Let me know when you write it.

On a scale of one to ten - 7
Posted by: Sham, October 21st, 2007, 8:51pm; Reply: 5
Thanks for the comments, Zombie Sean and relentless1.

I'm really glad you have interest in reading one of my features. I'll let you know when it goes online, relentless1. Thanks again.
Posted by: Hoody, October 22nd, 2007, 2:32am; Reply: 6
Funny short.  These are the kind of little skits SNL is in dire need of right now.

I'd love to say more, but seeing as how the script is so short...there's not much to nitpick.

Good job.
Posted by: James Carlette, October 22nd, 2007, 5:58am; Reply: 7
For just 3 pages this is pretty good.

The characters come across well almost right from the start. I think Ashley works best, someone disciplined and incredibly focused on what she wants. It gave the eventual reveal a bit more weight and (for me) made it feel less of a sketch than it could've done.

But if I were you I'd consider expanding it just a little, maybe build on the ending to reveal a bit more about the characters and give it less of the wa-wa-wa-waah factor.
Posted by: Blakkwolfe, October 22nd, 2007, 12:58pm; Reply: 8

Quoted from Zombie Sean
I really don't see why Ashley would be so offended and bitchy like that just because some guy says that they're tricky and he'd rather use the treadmill. After having her say that stuff to me, I'd slap her.


Kind of agree with Zombie on that...She's really shallow and rather nasty- glad she got the zinger in the end...How would she have known it was a gay gym, other than the friendly lesbians?

Evidently, it's not a usual gym.

I can see Ashley's point about not knowing, cause we didn't either until Jason told us.

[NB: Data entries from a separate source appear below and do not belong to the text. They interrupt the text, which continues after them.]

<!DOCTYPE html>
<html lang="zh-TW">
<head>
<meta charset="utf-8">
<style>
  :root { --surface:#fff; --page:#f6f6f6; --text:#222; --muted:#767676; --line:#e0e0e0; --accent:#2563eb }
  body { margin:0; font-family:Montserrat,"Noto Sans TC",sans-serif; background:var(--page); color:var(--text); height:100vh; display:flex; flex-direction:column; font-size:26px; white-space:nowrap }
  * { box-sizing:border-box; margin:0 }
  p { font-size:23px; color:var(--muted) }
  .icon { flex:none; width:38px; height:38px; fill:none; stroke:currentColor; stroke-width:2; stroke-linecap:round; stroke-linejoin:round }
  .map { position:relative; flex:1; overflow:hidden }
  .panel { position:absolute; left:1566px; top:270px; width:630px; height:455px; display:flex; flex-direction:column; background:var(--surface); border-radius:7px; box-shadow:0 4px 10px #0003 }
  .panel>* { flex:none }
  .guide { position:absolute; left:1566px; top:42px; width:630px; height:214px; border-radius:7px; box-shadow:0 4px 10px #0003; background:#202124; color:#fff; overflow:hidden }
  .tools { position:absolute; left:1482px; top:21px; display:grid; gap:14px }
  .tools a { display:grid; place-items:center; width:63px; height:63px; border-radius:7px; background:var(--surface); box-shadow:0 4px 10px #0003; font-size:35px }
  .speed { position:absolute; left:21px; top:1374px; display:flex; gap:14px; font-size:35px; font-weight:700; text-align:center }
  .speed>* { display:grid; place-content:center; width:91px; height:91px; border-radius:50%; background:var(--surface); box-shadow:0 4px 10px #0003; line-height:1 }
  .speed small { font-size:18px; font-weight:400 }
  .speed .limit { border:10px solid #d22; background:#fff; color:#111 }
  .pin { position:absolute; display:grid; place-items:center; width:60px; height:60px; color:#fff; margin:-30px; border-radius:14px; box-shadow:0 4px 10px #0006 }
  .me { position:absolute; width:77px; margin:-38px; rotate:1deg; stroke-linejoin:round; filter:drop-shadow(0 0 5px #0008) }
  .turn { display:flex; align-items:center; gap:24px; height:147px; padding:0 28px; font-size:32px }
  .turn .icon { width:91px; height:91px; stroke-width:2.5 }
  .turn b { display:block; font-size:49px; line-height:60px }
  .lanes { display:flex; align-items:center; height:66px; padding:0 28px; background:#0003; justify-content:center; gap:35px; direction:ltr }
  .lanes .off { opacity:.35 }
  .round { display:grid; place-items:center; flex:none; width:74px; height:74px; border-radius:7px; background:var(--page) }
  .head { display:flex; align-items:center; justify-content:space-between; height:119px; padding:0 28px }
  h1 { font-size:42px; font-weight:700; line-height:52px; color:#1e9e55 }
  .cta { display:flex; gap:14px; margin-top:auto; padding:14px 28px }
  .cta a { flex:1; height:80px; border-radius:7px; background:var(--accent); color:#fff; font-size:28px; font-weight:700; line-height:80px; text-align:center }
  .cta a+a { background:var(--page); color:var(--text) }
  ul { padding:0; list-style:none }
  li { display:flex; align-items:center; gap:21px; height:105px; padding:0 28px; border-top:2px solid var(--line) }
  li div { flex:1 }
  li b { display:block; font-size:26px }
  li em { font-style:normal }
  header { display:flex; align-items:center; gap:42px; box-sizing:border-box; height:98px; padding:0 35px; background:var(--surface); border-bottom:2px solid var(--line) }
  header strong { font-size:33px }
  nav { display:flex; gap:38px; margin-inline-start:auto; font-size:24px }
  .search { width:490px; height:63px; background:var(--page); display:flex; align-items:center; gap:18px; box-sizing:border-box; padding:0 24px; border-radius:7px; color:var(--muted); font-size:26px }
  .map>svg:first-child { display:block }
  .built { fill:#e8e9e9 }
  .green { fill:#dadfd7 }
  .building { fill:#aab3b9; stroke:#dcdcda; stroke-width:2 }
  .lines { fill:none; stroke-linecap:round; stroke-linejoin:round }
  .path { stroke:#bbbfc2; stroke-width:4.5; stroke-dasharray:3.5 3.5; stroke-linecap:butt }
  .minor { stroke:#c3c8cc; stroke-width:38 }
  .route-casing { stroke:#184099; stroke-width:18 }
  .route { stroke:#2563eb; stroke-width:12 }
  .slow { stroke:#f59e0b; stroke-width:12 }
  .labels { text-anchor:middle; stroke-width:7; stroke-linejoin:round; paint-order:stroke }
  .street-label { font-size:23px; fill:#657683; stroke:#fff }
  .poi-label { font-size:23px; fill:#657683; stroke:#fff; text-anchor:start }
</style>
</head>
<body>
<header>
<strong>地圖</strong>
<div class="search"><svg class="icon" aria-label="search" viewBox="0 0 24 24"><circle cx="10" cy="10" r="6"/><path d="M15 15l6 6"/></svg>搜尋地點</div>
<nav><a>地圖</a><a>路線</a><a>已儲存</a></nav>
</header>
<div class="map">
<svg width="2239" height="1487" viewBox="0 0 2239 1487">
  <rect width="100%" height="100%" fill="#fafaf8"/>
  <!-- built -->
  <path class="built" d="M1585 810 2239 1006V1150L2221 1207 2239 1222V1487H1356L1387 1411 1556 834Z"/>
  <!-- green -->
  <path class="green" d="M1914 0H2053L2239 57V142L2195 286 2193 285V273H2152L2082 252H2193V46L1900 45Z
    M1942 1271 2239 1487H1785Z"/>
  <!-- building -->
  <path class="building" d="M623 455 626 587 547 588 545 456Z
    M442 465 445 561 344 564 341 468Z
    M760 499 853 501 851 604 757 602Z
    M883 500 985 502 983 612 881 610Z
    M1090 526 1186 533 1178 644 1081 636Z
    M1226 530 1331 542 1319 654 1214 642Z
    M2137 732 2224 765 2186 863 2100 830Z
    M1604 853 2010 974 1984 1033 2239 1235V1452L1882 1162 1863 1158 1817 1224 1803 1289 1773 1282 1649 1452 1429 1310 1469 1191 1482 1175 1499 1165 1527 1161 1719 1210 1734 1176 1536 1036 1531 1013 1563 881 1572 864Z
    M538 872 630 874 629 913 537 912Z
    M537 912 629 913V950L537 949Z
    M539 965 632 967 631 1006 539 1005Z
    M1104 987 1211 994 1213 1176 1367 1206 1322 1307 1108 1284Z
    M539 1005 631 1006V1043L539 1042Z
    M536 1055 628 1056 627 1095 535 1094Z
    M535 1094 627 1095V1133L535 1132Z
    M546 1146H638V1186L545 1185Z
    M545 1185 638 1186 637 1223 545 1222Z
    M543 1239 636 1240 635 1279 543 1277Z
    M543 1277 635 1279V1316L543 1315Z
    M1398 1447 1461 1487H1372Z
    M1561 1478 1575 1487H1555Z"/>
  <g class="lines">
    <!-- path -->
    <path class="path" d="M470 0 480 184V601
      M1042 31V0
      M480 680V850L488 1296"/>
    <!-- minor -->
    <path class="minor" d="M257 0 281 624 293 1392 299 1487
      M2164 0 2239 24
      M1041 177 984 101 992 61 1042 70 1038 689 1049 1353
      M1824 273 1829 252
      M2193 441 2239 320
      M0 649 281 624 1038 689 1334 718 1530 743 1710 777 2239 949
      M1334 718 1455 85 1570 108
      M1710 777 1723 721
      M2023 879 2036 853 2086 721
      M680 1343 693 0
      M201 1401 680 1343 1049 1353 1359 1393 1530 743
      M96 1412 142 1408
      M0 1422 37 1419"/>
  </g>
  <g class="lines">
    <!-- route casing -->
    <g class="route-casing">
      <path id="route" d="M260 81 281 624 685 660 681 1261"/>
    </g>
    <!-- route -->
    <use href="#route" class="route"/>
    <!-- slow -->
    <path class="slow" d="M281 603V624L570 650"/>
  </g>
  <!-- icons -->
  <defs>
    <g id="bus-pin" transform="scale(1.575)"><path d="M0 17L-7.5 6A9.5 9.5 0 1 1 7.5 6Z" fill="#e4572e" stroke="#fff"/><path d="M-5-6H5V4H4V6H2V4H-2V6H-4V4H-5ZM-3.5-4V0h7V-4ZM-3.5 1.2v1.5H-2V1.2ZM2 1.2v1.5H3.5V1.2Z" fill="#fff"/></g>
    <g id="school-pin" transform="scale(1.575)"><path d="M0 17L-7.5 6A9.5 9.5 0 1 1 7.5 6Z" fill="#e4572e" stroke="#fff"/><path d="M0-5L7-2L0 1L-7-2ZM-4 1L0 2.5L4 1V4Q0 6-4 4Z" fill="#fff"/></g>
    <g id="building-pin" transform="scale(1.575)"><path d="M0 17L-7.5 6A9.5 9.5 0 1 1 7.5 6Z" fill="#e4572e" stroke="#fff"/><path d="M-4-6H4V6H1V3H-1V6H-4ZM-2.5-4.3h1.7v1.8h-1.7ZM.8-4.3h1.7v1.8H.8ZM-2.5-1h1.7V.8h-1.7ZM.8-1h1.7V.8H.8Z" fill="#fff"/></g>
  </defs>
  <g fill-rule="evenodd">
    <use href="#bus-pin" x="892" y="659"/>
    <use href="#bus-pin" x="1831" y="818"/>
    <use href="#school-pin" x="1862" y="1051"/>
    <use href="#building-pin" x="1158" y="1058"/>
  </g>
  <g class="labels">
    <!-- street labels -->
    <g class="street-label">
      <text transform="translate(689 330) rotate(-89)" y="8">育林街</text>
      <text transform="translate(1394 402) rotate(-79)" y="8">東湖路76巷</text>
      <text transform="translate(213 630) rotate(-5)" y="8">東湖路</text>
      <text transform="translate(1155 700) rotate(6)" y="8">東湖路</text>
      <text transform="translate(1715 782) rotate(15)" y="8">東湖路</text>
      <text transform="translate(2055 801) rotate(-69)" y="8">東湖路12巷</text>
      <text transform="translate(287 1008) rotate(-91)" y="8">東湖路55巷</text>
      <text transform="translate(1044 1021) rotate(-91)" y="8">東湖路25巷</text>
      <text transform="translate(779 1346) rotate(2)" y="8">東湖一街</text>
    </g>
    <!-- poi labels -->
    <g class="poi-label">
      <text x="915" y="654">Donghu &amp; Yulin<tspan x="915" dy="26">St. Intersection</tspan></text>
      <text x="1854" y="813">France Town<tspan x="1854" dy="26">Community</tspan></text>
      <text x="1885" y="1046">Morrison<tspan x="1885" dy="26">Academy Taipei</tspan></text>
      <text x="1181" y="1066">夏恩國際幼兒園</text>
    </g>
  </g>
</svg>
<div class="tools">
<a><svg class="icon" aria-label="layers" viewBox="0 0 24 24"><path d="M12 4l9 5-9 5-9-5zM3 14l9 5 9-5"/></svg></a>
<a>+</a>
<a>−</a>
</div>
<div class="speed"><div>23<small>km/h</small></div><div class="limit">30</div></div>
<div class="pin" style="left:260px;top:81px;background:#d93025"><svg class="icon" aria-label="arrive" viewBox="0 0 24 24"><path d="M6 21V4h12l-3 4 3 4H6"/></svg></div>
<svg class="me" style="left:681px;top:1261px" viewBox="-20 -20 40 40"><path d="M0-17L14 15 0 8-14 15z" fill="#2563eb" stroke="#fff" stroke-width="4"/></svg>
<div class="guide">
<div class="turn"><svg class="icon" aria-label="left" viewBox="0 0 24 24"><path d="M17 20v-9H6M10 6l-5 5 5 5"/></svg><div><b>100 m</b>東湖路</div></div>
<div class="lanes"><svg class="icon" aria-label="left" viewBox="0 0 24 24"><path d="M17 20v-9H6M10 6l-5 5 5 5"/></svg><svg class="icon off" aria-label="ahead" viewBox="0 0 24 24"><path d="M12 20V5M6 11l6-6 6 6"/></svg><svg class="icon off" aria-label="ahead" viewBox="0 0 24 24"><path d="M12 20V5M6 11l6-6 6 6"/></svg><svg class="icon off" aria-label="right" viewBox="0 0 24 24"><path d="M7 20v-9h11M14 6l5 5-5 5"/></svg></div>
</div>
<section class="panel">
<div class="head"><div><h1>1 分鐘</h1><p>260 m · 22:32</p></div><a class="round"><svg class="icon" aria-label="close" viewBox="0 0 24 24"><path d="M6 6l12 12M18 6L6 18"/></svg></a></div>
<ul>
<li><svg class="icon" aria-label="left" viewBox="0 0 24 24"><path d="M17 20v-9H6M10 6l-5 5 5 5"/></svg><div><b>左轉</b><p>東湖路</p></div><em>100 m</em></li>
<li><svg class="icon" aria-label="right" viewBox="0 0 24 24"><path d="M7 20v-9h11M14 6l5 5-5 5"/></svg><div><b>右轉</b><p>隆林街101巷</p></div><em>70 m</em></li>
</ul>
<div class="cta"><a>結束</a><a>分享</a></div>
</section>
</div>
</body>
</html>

It might have been funnier if we were clued in on the joke, throw in some visual cues, maybe rainbow wall murals or girls comfortably holding hands that foreshadow that this might be the case, which would make Ashley look even more silly during her revelation.

Anyways, it was an O.K. short and I hope this is helpfull to you.


Posted by: Shogun, October 25th, 2007, 8:54pm; Reply: 9
I thought this was funny. I thought maybe it was gonna go a different way but the way you ended it made it all the more funnier.
Posted by: Souter Fell, October 26th, 2007, 1:52pm; Reply: 10
I like it.  Cute little read.  Seems like it could be a scene in a larger movie.  Good show.
Posted by: alffy, October 27th, 2007, 12:39pm; Reply: 11
Hey Chris,

This was pretty short but I found it quite funny.  I'm thinking it would work well as part of a sketch show or something.  Anywho you told the story well, no major issues to be had.  Nice stuff.
Posted by: -Ben-, October 27th, 2007, 8:34pm; Reply: 12
This worked perfectly.

It was like a joke - setup, then punchline. Saying that, as a script, it needs more substance (but if you don't plan on going anywhere with this, it's okay). The bitchy, superficial woman got what she deserved - or a at least a shock - and that works very well. And her shock is a shock to the audience too.

So for three pages, you crafted this very well.

Ben
Posted by: tonkatough, October 29th, 2007, 4:23am; Reply: 13
This script reminds me of the sort of oral joke someone would tell me to pass the time.  Or a tiny skit in between skits as some one mentioned above.

The one good thing this script has got going for it is three actors, one location and a funny punchline. If the "I wanna post a video on Youtube" crowd knew of this script they would be falling over themselves to get it.

Is it possible to alert this website to the above mentioned crowd?  
Posted by: Sham, October 29th, 2007, 8:12pm; Reply: 14
Thanks for reading everyone.

If anyone would like me to read a certain script they have written, please let me know.